Beginning with the first line of the data below, reproduce every line unchanged, ending with the line that holds "filter:drop-shadow(2px 0 #3e3e3e)".

**Items listed in a dataset**

▼▼▼

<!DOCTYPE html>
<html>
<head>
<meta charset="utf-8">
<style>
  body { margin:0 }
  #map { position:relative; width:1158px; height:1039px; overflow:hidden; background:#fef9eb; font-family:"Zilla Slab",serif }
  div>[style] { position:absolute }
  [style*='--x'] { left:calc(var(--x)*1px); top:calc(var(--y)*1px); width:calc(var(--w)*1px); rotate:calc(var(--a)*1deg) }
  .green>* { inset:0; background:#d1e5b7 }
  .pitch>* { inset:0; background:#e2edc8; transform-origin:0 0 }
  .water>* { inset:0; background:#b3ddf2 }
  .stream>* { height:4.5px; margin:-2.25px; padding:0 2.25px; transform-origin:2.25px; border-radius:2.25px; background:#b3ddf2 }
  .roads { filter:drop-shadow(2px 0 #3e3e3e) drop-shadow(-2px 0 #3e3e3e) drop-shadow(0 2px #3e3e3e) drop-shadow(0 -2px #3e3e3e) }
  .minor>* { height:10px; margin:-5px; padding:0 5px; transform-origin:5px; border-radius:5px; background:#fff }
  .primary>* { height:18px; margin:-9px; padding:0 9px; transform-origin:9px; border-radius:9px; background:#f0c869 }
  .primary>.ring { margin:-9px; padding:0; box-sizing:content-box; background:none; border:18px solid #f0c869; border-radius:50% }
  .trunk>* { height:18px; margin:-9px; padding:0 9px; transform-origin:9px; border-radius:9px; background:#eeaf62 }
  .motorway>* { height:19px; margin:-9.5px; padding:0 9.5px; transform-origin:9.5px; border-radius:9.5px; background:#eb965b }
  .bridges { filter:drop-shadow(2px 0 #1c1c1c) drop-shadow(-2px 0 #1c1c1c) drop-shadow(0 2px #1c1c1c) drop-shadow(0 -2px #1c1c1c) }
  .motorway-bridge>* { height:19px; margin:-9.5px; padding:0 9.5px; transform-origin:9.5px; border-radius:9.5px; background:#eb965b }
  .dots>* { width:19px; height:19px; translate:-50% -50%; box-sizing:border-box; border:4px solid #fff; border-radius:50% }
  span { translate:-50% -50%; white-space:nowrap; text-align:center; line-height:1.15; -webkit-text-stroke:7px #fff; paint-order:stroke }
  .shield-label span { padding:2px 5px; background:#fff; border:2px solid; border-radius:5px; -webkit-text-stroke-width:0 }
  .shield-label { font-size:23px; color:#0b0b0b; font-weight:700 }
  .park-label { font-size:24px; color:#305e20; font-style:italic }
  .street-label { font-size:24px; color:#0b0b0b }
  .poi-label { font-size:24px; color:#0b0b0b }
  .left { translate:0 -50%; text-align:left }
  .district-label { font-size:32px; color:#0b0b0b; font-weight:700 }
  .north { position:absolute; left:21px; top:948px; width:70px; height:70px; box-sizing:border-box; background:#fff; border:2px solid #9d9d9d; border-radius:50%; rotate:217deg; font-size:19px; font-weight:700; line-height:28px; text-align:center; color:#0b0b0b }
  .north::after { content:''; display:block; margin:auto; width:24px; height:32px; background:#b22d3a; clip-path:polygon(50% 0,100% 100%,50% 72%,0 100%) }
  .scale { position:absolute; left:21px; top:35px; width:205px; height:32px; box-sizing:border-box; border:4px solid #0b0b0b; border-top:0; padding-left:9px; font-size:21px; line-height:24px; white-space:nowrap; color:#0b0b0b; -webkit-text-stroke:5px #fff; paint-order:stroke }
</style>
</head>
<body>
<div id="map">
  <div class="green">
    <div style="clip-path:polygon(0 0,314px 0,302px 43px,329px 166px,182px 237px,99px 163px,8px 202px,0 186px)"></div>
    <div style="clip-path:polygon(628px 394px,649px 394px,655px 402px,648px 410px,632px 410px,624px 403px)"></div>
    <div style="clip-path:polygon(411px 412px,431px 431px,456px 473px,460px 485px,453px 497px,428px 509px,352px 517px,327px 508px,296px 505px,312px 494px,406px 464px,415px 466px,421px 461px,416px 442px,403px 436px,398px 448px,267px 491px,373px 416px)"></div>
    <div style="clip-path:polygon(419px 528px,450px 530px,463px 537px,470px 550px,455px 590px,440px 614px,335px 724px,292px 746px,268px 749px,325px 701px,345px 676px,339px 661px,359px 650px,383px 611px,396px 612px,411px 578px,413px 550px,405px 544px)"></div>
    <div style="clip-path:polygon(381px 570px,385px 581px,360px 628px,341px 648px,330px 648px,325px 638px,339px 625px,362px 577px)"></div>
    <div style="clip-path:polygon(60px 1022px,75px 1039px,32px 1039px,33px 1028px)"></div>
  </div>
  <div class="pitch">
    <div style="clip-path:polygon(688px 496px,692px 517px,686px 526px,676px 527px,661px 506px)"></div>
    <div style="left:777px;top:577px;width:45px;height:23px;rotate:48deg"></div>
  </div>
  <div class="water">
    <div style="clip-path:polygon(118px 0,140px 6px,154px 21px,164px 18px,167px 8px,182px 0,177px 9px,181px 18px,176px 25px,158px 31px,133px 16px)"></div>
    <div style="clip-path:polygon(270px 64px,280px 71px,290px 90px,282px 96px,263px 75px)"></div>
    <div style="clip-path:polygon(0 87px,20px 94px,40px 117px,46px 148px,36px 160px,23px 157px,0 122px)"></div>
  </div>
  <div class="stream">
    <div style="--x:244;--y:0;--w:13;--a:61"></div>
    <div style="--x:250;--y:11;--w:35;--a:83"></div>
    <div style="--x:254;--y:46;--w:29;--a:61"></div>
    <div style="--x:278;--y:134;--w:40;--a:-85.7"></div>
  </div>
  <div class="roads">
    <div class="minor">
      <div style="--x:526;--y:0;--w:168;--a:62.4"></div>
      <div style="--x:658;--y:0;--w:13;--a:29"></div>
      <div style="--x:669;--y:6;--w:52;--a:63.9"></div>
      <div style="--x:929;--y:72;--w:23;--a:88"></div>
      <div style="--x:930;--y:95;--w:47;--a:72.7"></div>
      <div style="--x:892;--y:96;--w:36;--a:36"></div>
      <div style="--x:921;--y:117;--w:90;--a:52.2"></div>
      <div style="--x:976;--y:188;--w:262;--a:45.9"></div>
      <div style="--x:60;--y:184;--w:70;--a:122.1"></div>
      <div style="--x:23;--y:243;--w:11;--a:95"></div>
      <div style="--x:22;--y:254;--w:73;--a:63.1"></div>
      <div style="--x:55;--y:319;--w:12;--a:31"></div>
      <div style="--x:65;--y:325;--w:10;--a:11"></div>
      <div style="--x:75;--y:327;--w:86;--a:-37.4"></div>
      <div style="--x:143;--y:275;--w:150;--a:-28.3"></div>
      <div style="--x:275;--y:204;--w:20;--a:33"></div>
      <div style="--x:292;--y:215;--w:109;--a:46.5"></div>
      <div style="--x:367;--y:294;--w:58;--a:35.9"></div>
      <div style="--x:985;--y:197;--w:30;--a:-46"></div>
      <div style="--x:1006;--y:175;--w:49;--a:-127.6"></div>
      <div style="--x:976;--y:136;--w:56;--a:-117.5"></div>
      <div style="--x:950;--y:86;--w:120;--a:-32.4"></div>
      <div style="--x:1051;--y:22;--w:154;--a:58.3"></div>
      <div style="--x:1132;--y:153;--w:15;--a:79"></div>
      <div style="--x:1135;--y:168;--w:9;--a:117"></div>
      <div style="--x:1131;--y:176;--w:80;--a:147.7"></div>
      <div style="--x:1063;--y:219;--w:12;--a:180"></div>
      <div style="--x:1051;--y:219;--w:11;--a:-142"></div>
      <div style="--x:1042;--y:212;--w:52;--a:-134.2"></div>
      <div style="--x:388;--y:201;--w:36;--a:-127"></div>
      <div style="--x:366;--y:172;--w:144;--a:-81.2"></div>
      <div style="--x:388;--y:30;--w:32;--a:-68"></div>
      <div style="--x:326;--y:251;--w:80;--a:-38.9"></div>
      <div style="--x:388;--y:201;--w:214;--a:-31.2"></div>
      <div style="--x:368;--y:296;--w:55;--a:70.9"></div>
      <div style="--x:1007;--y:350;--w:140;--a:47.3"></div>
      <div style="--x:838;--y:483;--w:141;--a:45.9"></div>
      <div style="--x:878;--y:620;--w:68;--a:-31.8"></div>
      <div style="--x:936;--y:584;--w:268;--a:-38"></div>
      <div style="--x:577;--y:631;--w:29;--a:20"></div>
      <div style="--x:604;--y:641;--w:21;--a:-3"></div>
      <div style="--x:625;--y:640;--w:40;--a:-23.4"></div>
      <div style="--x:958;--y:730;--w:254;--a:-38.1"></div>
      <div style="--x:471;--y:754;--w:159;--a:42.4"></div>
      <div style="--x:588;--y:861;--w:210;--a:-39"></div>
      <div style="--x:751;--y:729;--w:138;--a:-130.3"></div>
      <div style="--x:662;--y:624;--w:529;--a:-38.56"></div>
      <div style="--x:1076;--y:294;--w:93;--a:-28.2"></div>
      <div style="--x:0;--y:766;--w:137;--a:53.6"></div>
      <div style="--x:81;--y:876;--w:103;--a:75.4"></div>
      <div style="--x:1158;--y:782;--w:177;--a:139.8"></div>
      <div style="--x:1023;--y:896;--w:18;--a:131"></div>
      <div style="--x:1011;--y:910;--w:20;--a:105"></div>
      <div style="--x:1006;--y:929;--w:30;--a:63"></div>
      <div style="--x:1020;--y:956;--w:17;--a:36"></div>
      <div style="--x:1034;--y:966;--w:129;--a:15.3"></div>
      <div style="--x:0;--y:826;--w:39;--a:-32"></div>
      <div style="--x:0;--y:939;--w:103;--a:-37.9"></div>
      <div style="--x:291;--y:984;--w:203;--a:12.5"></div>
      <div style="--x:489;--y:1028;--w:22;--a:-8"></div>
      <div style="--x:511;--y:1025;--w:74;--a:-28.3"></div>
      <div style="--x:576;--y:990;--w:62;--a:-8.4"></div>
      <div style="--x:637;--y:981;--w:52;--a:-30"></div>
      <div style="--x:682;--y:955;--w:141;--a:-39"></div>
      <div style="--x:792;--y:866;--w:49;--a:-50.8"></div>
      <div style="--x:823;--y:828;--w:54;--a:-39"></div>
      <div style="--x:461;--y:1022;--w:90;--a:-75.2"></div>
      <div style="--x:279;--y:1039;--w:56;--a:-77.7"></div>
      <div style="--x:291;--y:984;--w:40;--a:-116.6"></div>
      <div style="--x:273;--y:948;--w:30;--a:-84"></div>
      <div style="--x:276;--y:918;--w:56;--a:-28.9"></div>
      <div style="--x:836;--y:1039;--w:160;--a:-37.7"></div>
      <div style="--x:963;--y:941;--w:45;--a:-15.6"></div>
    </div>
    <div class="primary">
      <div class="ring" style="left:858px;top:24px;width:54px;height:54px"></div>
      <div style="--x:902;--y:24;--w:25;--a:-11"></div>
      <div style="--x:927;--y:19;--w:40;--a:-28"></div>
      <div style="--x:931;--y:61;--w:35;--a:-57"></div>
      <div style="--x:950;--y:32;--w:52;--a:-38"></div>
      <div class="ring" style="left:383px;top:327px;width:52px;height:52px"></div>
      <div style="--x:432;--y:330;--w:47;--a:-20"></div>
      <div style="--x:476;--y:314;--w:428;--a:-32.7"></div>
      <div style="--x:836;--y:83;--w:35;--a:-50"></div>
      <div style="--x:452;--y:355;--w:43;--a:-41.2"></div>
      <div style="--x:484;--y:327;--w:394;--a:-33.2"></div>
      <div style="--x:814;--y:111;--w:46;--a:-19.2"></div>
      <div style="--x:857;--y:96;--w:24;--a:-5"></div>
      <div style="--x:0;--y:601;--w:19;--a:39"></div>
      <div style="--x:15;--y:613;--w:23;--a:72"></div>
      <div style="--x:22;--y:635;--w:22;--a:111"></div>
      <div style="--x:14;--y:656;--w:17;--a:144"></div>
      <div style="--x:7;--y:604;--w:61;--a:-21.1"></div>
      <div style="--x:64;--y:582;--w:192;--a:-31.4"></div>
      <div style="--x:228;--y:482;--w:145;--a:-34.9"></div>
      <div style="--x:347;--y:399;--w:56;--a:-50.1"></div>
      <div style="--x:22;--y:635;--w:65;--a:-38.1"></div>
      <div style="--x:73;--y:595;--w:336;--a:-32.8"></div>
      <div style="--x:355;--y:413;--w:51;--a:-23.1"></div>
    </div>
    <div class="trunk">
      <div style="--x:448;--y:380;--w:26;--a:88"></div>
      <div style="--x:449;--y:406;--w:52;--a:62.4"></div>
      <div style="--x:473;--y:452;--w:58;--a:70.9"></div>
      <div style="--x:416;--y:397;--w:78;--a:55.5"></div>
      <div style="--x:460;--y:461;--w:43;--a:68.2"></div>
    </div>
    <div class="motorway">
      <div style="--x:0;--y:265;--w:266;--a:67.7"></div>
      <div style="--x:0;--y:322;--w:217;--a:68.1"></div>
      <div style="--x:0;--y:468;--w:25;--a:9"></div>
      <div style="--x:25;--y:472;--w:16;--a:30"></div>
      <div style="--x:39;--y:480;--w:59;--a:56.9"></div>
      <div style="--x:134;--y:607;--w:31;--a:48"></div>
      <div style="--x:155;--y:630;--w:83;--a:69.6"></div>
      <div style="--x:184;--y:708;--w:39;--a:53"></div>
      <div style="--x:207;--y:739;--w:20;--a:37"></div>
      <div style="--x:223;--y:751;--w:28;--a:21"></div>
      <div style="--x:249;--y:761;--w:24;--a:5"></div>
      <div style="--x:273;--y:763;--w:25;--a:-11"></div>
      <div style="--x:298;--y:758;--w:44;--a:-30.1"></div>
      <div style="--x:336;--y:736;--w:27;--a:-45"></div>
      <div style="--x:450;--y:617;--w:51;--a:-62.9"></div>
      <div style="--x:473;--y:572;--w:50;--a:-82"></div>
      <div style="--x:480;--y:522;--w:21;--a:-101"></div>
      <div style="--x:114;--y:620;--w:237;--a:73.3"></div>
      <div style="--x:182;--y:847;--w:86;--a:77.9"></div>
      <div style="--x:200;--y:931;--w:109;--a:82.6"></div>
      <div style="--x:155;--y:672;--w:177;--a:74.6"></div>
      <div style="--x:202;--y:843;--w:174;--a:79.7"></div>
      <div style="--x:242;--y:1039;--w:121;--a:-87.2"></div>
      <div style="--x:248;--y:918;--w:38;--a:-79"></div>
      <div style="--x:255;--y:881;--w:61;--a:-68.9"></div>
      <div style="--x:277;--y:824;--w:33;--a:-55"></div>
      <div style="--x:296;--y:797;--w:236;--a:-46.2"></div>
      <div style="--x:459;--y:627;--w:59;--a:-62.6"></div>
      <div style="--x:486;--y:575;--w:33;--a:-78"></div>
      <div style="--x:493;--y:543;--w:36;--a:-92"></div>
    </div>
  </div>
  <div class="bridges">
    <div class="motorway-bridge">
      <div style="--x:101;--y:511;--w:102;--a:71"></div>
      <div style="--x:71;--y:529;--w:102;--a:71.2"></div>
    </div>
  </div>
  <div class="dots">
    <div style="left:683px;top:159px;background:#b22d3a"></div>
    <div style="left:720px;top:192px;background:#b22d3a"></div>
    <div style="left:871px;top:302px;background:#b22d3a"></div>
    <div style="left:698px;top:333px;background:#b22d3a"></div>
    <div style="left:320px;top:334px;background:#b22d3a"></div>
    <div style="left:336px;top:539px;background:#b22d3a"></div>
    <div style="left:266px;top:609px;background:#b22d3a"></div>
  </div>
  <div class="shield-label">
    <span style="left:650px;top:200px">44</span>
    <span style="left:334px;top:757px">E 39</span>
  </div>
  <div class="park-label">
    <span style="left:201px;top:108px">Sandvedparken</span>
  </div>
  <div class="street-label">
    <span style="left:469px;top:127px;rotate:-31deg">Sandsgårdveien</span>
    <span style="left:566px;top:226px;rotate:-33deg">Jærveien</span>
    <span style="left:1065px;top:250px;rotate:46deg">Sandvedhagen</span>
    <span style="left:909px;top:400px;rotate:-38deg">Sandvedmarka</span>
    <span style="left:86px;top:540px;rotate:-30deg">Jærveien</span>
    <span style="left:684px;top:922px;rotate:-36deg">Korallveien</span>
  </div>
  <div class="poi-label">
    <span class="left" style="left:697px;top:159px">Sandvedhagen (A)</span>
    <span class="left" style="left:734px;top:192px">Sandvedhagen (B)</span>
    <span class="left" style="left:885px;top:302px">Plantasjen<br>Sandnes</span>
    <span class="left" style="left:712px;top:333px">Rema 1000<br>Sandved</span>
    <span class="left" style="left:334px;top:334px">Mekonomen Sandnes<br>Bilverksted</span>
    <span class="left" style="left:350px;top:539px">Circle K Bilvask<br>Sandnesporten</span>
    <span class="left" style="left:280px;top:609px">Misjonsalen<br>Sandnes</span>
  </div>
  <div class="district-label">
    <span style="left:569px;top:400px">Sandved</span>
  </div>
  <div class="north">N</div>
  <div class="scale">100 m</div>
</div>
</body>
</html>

▲▲▲

**Written answer**
<!DOCTYPE html>
<html>
<head>
<meta charset="utf-8">
<style>
  body { margin:0 }
  #map { position:relative; width:1158px; height:1039px; overflow:hidden; background:#fef9eb; font-family:"Zilla Slab",serif }
  div>[style] { position:absolute }
  [style*='--x'] { left:calc(var(--x)*1px); top:calc(var(--y)*1px); width:calc(var(--w)*1px); rotate:calc(var(--a)*1deg) }
  .green>* { inset:0; background:#d1e5b7 }
  .pitch>* { inset:0; background:#e2edc8; transform-origin:0 0 }
  .water>* { inset:0; background:#b3ddf2 }
  .stream>* { height:4.5px; margin:-2.25px; padding:0 2.25px; transform-origin:2.25px; border-radius:2.25px; background:#b3ddf2 }
  .roads { filter:drop-shadow(2px 0 #3e3e3e) drop-shadow(-2px 0 #3e3e3e) drop-shadow(0 2px #3e3e3e) drop-shadow(0 -2px #3e3e3e) }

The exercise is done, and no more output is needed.